Leah is the one who makes the whole thing go. She coordinates everything. She’s always coming up with new ideas, trying to find creative ways that we can help people, setting up for events — she does it all.
And if I can’t make it to an event or an outreach, she’ll go in my place.
For me, that’s pretty special. Because when she’s out there, she’s not just pushing my story. She’s telling her story, too. And the opportunity for her to do that and give more meaning and purpose to both of our lives has been an incredible blessing.
I’m proud of a lot of the things I have accomplished. But I’m most proud of the fact that — with Leah’s help — I have changed my family’s fortunes. Our girls won’t be underdogs like Leah and me. They’ll have all the advantages. We don’t want them to take that for granted. So we try to lead by example. We want to show our girls what hard work looks like, and that it’s in their DNA.
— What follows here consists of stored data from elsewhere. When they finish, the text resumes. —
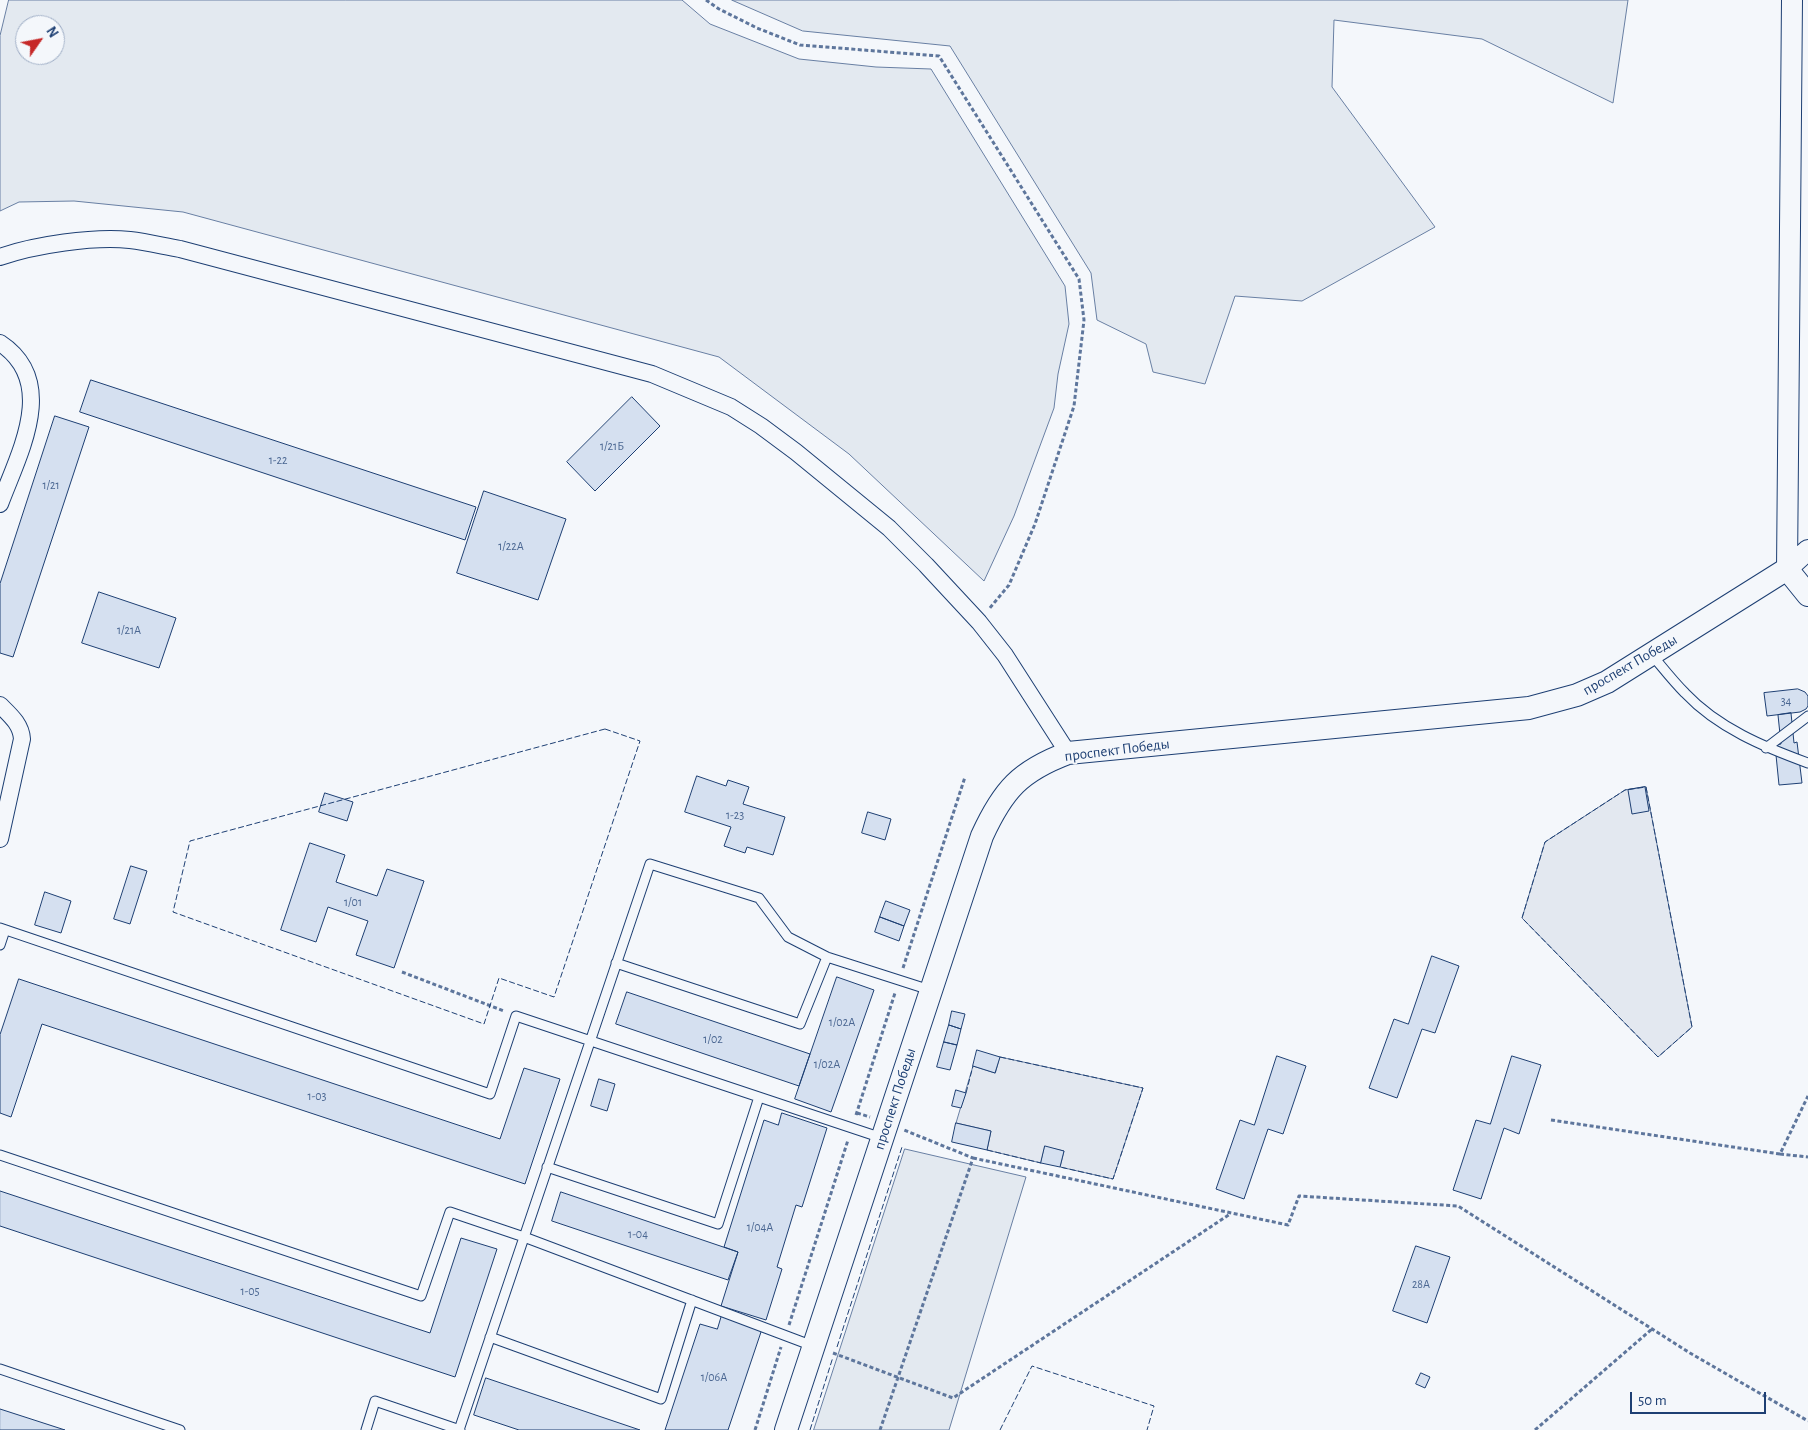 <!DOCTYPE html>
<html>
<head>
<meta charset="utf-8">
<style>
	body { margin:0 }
	#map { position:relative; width:1808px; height:1430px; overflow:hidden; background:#f4f7fb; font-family:"Alegreya Sans",sans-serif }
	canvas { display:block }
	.north { position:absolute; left:15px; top:15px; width:50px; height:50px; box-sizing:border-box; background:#f4f7fb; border:1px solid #9eadc5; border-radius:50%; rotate:57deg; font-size:14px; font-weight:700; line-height:20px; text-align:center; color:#1d3f73 }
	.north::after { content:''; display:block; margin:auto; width:18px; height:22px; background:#c62828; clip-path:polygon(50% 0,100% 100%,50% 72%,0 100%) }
	.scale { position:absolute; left:1630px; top:1392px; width:136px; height:22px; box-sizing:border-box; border:2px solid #1d3f73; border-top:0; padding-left:6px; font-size:15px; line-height:18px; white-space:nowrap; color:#1d3f73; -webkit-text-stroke:4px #f4f7fb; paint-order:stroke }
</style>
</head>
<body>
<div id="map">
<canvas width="1808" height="1430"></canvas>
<div class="north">N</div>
<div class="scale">50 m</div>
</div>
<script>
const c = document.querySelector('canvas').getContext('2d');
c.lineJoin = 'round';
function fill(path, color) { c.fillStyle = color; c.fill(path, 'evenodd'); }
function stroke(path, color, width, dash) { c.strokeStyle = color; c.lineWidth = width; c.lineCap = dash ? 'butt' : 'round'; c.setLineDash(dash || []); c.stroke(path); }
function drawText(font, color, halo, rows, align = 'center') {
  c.font = font + ' "Alegreya Sans",sans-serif'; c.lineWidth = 4; c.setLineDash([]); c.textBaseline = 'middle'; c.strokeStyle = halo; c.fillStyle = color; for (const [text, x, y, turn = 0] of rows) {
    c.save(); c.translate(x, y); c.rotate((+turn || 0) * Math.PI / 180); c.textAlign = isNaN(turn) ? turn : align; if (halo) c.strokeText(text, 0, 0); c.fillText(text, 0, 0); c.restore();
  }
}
const green = new Path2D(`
	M9,0H682L710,24L799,59L876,67L931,69L1065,286L1069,324L1058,374L1054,408L1014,516L984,581L849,454L719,357L183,212L74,201L19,202L0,211V36ZM25,25H55V55H25Z
	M732,0H1628L1613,103L1482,39L1334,20L1332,87L1435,227L1302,301L1235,296L1205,384L1153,372L1146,344L1097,320L1091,273L950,46L803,31Z
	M905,1149L1026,1177L949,1430H814Z`);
const parking = new Path2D(`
	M1646,787L1692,1027L1658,1057L1522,918L1545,842L1625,790Z
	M1000,1057L1143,1088L1113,1179L1060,1167L1064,1151L1045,1147L1041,1163L987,1150L991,1131L956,1123L973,1066L995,1073Z`);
const building = new Path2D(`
	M91,380L476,507L465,540L80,412Z
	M632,397L660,426L595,491L567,462Z
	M55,416L89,427L13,657L0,653V584Z
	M484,491L566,519L538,600L457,573Z
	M99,592L176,618L159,668L82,643Z
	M1798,689L1805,692L1808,696V706L1806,709L1800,712L1767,716L1764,693Z
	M1791,713L1794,743L1797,742L1802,783L1779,785L1775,745L1781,744L1778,715Z
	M697,776L726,786L728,780L749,787L743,804L785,817L773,855L747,847L745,853L724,846L731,827L685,812Z
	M1645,787L1649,811L1632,814L1628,790Z
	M325,793L353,802L347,821L319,812Z
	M868,812L891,819L885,840L862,833Z
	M310,843L345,855L336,882L377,896L387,869L424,881L394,968L356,955L368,921L328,907L316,942L281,930Z
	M131,866L147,871L130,924L114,919Z
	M45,892L71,901L61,933L35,925Z
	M886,901L910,910L904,926L880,917Z
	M880,917L904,926L899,941L875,932Z
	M1432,956L1459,966L1435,1033L1422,1029L1397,1098L1369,1088L1394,1019L1408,1024Z
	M837,977L874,990L831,1112L795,1099Z
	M19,979L500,1139L524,1068L560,1079L525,1184L42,1024L11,1117L0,1113V1035Z
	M627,992L810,1054L799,1086L616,1024Z
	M952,1011L965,1014L961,1029L949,1025Z
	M949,1025L961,1029L957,1045L944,1042Z
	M944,1042L957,1045L950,1070L937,1067Z
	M977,1050L1000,1057L995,1073L973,1066Z
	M1277,1056L1306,1066L1283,1134L1268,1129L1244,1199L1216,1189L1240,1120L1254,1125Z
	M1512,1056L1541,1065L1519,1134L1504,1128L1481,1199L1453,1190L1476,1120L1490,1124Z
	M599,1079L615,1084L607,1111L591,1106Z
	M956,1090L966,1093L961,1108L952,1106Z
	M782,1113L827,1128L802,1207L796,1205L777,1267L782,1269L766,1320L721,1306L738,1252L724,1247L764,1120L778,1125Z
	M956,1123L991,1131L987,1150L952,1142Z
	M1045,1146L1064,1151L1060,1167L1041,1163Z
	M0,1191L430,1333L461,1238L497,1249L455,1377L0,1226Z
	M561,1192L738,1252L728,1280L552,1221Z
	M1416,1246L1450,1257L1427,1323L1393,1311Z
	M722,1315L762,1329L728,1430H665L700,1324L717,1329Z
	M1421,1373L1430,1377L1425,1388L1416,1384Z
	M486,1378L640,1430H519L474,1415Z
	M0,1409L65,1430H0Z`);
const path = new Path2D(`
	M706,0L719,9L757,28L800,45L939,56L1079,279L1084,320L1074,406L1035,524L1009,585L989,609
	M903,968L965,777
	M402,972L504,1011
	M857,1113L870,1117
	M856,1115L895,993
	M1551,1120L1780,1154L1808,1096
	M1780,1154L1808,1157
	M973,1158L1288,1225L1299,1196L1458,1206L1690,1353L1808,1421
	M789,1325L848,1140
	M833,1353L953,1398L1230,1214
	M755,1430L781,1347
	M880,1430L973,1158L904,1130
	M1535,1430L1652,1329`);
const service = new Path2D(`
	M1652,655C1663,668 1673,681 1685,693C1718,728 1764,747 1808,763
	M1766,748L1808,716
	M0,928L490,1094L516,1016L882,1138
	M0,945L5,930
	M616,963L800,1024L827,957
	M0,1155L421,1296L450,1212L524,1237L813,1346
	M547,1167L718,1224L759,1097
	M490,1337L661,1399L692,1300
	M0,1369L180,1430
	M366,1430L375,1401L460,1430
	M459,1430L650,864L759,898L788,937L827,957L930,990`);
const minor = new Path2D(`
	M0,257C34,245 94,236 130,240C147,242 163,246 180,249L652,374L731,407L761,426L796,452L889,528L926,565L979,622L1005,655L1068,753
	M0,343C59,382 19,453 0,504
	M0,705C10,715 21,724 22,739L0,839`);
const tertiary = new Path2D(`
	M1787,569L1792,0
	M1787,569L1808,550`);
const secondary = new Path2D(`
	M786,1430L982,836C1003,790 1020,771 1068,753L1529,708L1577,695L1607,682L1787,569L1808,595`);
const fence = new Path2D(`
	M605,729L640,741L554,997L499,978L484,1024L173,912L190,841Z
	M1646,787L1692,1027L1658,1057L1522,918L1545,842L1625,790Z
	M1000,1057L1143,1088L1113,1179L1060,1167
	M966,1093L973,1066
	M987,1150L1041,1163
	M837,1347L902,1147
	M810,1430L833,1357
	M1000,1430L1032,1366L1154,1406L1147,1430`);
const numberNames = [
	["1/21Б",612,446],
	["1-22",278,460],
	["1/21",51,485],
	["1/22А",511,546],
	["1/21А",129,630],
	["34",1786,701],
	["1-23",735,815],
	["1/01",353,902],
	["1/02А",842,1022],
	["1/02",713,1039],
	["1/02А",827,1064],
	["1-03",317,1096],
	["1/04А",760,1227],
	["1-04",638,1234],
	["28А",1421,1284],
	["1-05",250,1291],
	["1/06А",714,1377]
];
const streetNames = [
	["проспект Победы",1630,665,-30],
	["проспект Победы",1117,750,-7],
	["проспект Победы",895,1099,-72]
];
fill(green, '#e3e9f0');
stroke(green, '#687fa3', 1);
fill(parking, '#e3e8f0');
stroke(parking, '#687fa3', 1);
fill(building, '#d5e0f0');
stroke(building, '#1d3f73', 1);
stroke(service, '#1d3f73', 11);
stroke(minor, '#1d3f73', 18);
stroke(tertiary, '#1d3f73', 22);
stroke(secondary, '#1d3f73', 24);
stroke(path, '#5e769c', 3, [4, 2.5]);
stroke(service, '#f4f7fb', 9);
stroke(minor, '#f4f7fb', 16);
stroke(tertiary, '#f4f7fb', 20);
stroke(secondary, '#f4f7fb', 22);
stroke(fence, '#1d3f73', 1, [6, 2.5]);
drawText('12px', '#4b6792', null, numberNames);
drawText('15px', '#1d3f73', '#f4f7fb', streetNames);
</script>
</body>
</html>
And we want them to learn that nothing is given. Everything is earned. You want a snack? Your room better be clean. You want Daddy’s iPad? Your chores better be done. We make them work for everything.
That’s how Leah and I got here.
We’ve been together for almost 10 years now, and it’s amazing to look at our daughters and see what we’ve built together. At the end of the day, we’re just a couple of underdogs. But when you put us together? We’re unstoppable. We really are a perfect match, greater than the sum of our parts. And the best part is that … we’re just getting started. Ten years in, we continue to grow together every day.
I’m just happy she chose to grow with me.